* Input data:
::::::
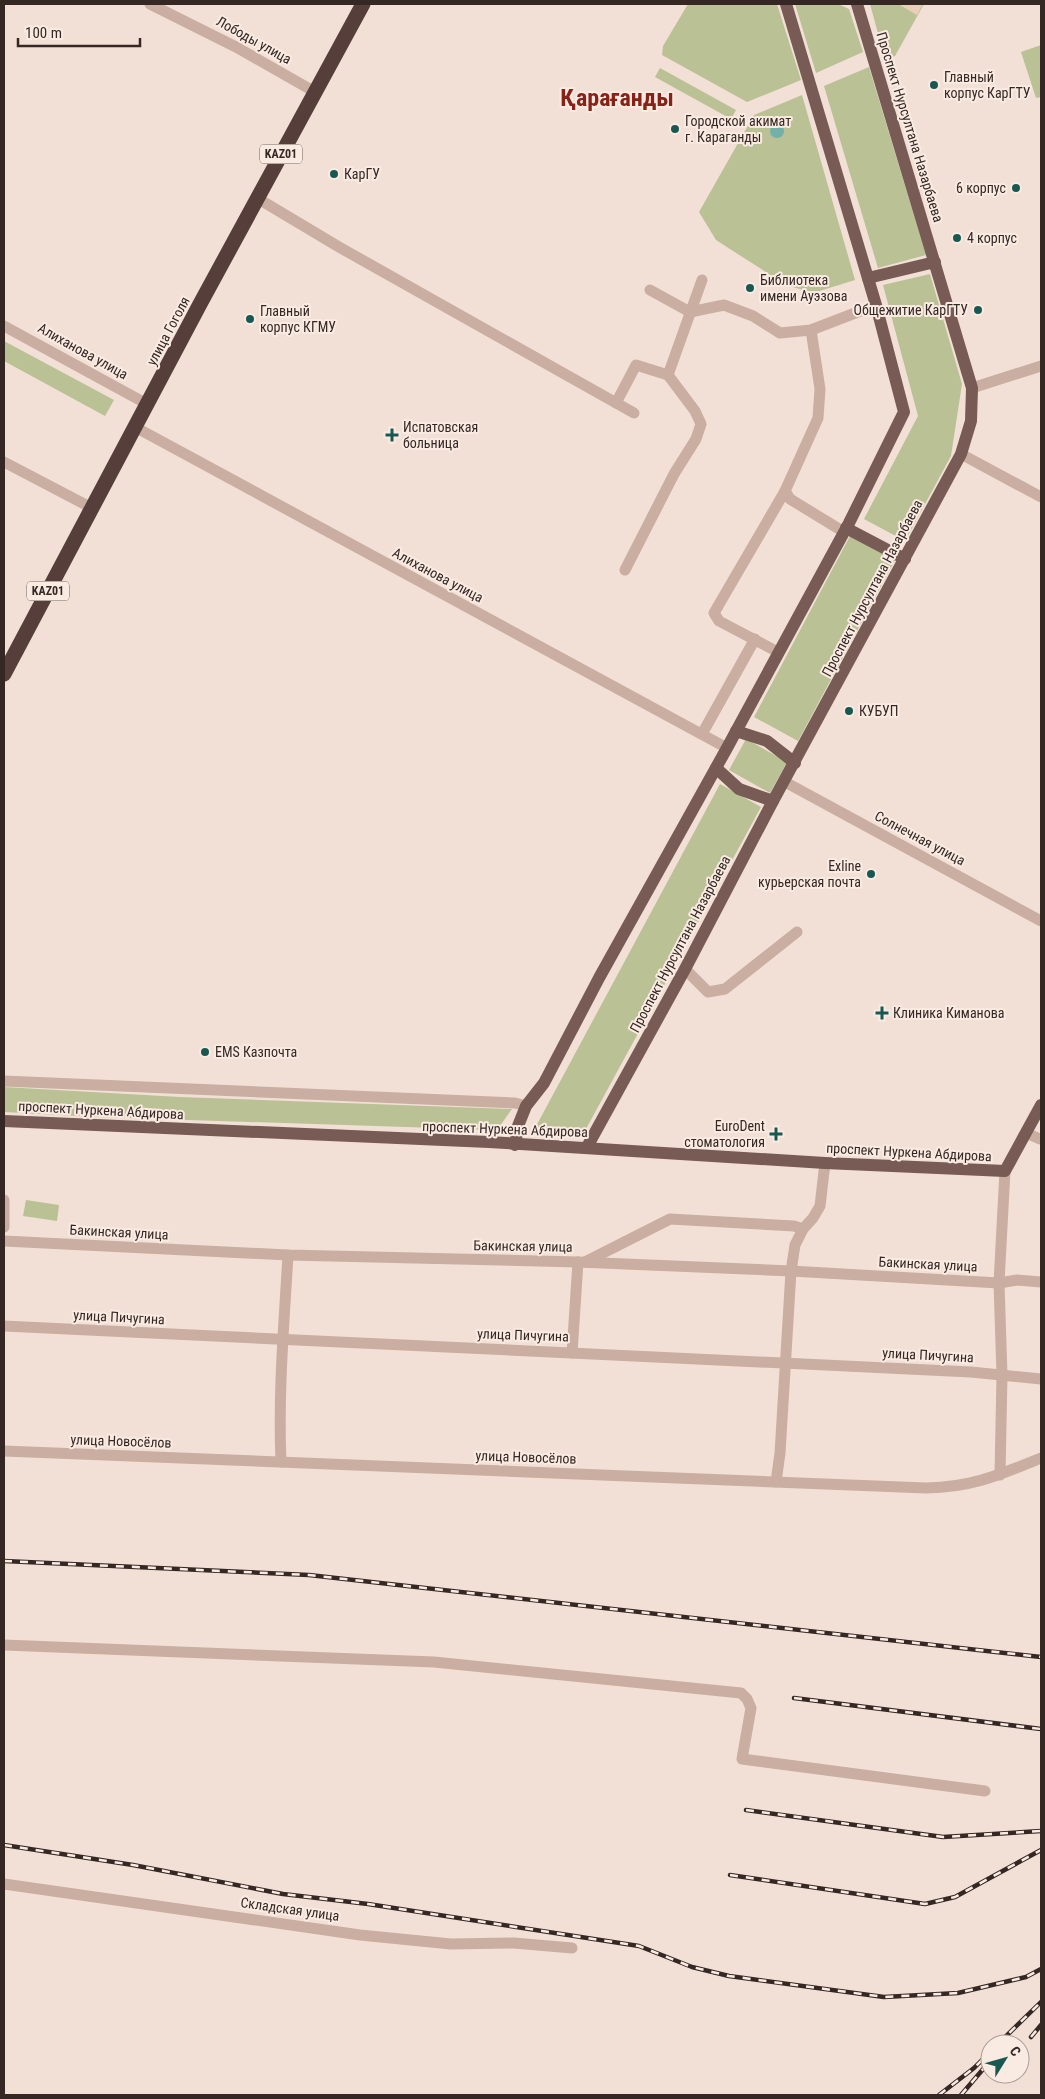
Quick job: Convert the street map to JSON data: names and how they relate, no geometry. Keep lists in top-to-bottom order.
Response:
{
  "streets": {
    "highway": ["KАZ01", "улица Гоголя"],
    "main road": ["Проспект Нурсултана Назарбаева", "проспект Нуркена Абдирова"],
    "street": [
      "Лободы улица",
      "Алиханова улица",
      "Солнечная улица",
      "Бакинская улица",
      "улица Пичугина",
      "улица Новосёлов",
      "Складская улица"
    ]
  },
  "crossings": [
    ["Лободы улица", "улица Гоголя"],
    ["Проспект Нурсултана Назарбаева", "Солнечная улица"],
    ["Проспект Нурсултана Назарбаева", "проспект Нуркена Абдирова"],
    ["улица Гоголя", "Алиханова улица"]
  ],
  "districts": ["Қарағанды"],
  "places": {
    "other": [
      "Главный корпус КарГТУ",
      "Городской акимат г. Караганды",
      "КарГУ",
      "6 корпус",
      "4 корпус",
      "Библиотека имени Ауэзова",
      "Общежитие КарГТУ",
      "Главный корпус КГМУ",
      "КУБУП",
      "Exline курьерская почта",
      "EMS Казпочта"
    ],
    "health": ["Испатовская больница", "Клиника Киманова", "EuroDent стоматология"]
  },
  "scale_bar": "100 m",
  "north": "top right"
}
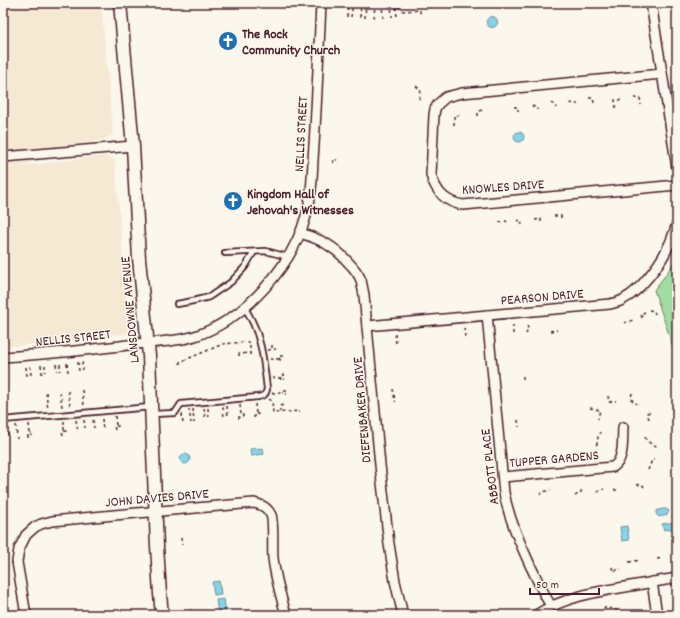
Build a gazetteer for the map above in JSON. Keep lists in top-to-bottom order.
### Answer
{
  "streets": {
    "main road": ["LANSDOWNE AVENUE"],
    "street": [
      "NELLIS STREET",
      "KNOWLES DRIVE",
      "PEARSON DRIVE",
      "DIEFENBAKER DRIVE",
      "TUPPER GARDENS",
      "ABBOTT PLACE",
      "JOHN DAVIES DRIVE"
    ]
  },
  "crossings": [
    ["NELLIS STREET", "LANSDOWNE AVENUE"],
    ["NELLIS STREET", "DIEFENBAKER DRIVE"],
    ["PEARSON DRIVE", "DIEFENBAKER DRIVE"],
    ["PEARSON DRIVE", "ABBOTT PLACE"],
    ["LANSDOWNE AVENUE", "JOHN DAVIES DRIVE"],
    ["TUPPER GARDENS", "ABBOTT PLACE"]
  ],
  "places": {
    "church": ["The Rock Community Church", "Kingdom Hall of Jehovah's Witnesses"]
  },
  "scale_bar": "50 m"
}
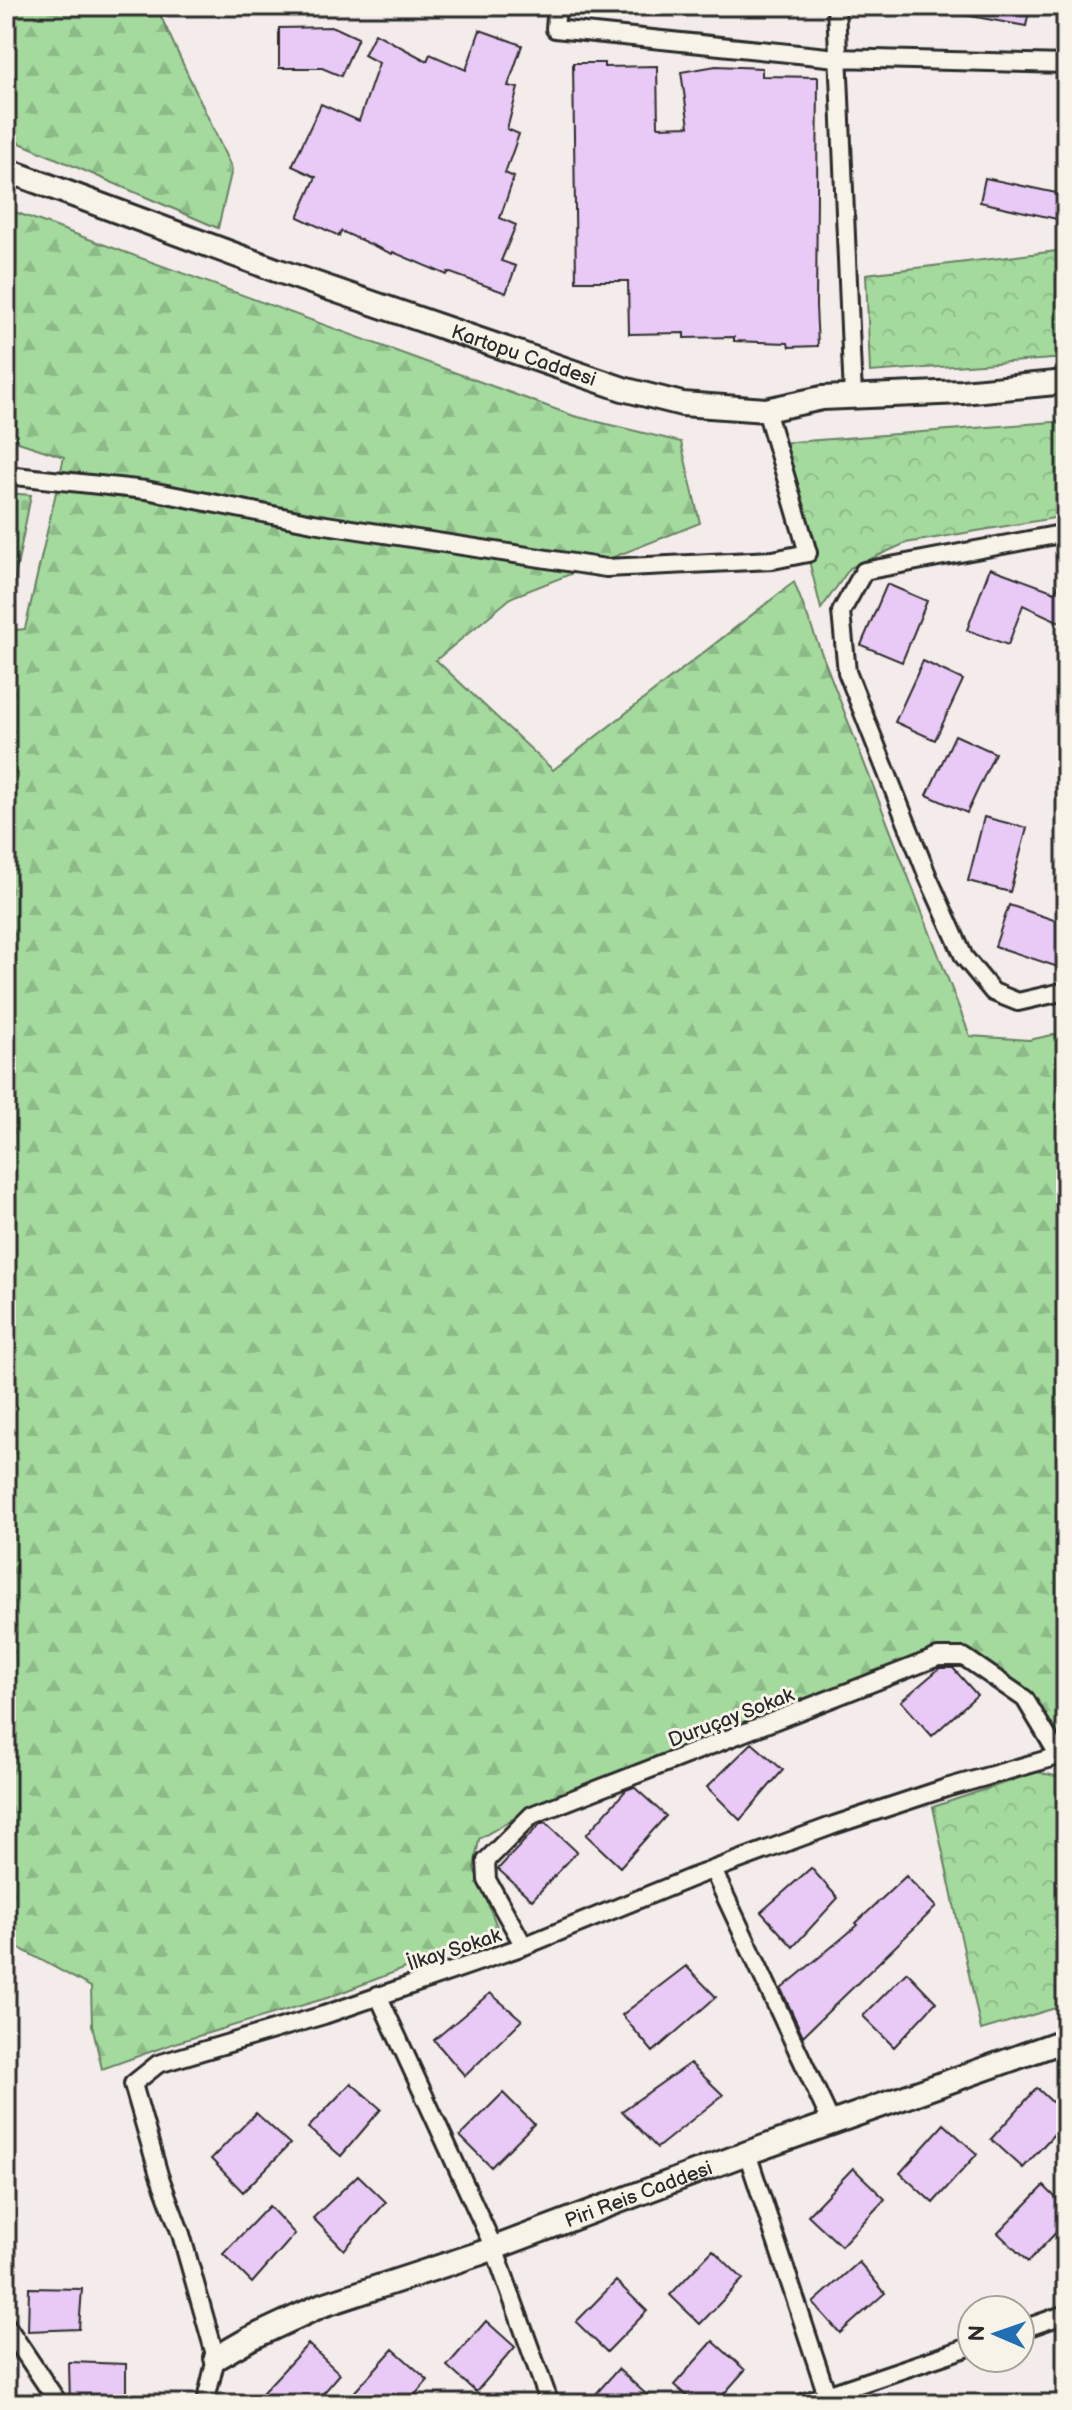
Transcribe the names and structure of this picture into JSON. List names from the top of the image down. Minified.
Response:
{"streets":{"street":["Kartopu Caddesi","Duruçay Sokak","İlkay Sokak","Piri Reis Caddesi"]},"crossings":[["Duruçay Sokak","İlkay Sokak"],["İlkay Sokak","Piri Reis Caddesi"]],"north":"left"}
::::::
* Task description: The answer should match the data above word for word, with no pictures in it.

* Exercise result:
Quick job: Convert the street map to JSON data: names and how they relate, no geometry. Keep lists in top-to-bottom order.
Response:
{
  "streets": {
    "highway": ["KАZ01", "улица Гоголя"],
    "main road": ["Проспект Нурсултана Назарбаева", "проспект Нуркена Абдирова"],
    "street": [
      "Лободы улица",
      "Алиханова улица",
      "Солнечная улица",
      "Бакинская улица",
      "улица Пичугина",
      "улица Новосёлов",
      "Складская улица"
    ]
  },
  "crossings": [
    ["Лободы улица", "улица Гоголя"],
    ["Проспект Нурсултана Назарбаева", "Солнечная улица"],
    ["Проспект Нурсултана Назарбаева", "проспект Нуркена Абдирова"],
    ["улица Гоголя", "Алиханова улица"]
  ],
  "districts": ["Қарағанды"],
  "places": {
    "other": [
      "Главный корпус КарГТУ",
      "Городской акимат г. Караганды",
      "КарГУ",
      "6 корпус",
      "4 корпус",
      "Библиотека имени Ауэзова",
      "Общежитие КарГТУ",
      "Главный корпус КГМУ",
      "КУБУП",
      "Exline курьерская почта",
      "EMS Казпочта"
    ],
    "health": ["Испатовская больница", "Клиника Киманова", "EuroDent стоматология"]
  },
  "scale_bar": "100 m",
  "north": "top right"
}
Build a gazetteer for the map above in JSON. Keep lists in top-to-bottom order.
### Answer
{
  "streets": {
    "main road": ["LANSDOWNE AVENUE"],
    "street": [
      "NELLIS STREET",
      "KNOWLES DRIVE",
      "PEARSON DRIVE",
      "DIEFENBAKER DRIVE",
      "TUPPER GARDENS",
      "ABBOTT PLACE",
      "JOHN DAVIES DRIVE"
    ]
  },
  "crossings": [
    ["NELLIS STREET", "LANSDOWNE AVENUE"],
    ["NELLIS STREET", "DIEFENBAKER DRIVE"],
    ["PEARSON DRIVE", "DIEFENBAKER DRIVE"],
    ["PEARSON DRIVE", "ABBOTT PLACE"],
    ["LANSDOWNE AVENUE", "JOHN DAVIES DRIVE"],
    ["TUPPER GARDENS", "ABBOTT PLACE"]
  ],
  "places": {
    "church": ["The Rock Community Church", "Kingdom Hall of Jehovah's Witnesses"]
  },
  "scale_bar": "50 m"
}
Transcribe the names and structure of this picture into JSON. List names from the top of the image down. Minified.
Response:
{"streets":{"street":["Kartopu Caddesi","Duruçay Sokak","İlkay Sokak","Piri Reis Caddesi"]},"crossings":[["Duruçay Sokak","İlkay Sokak"],["İlkay Sokak","Piri Reis Caddesi"]],"north":"left"}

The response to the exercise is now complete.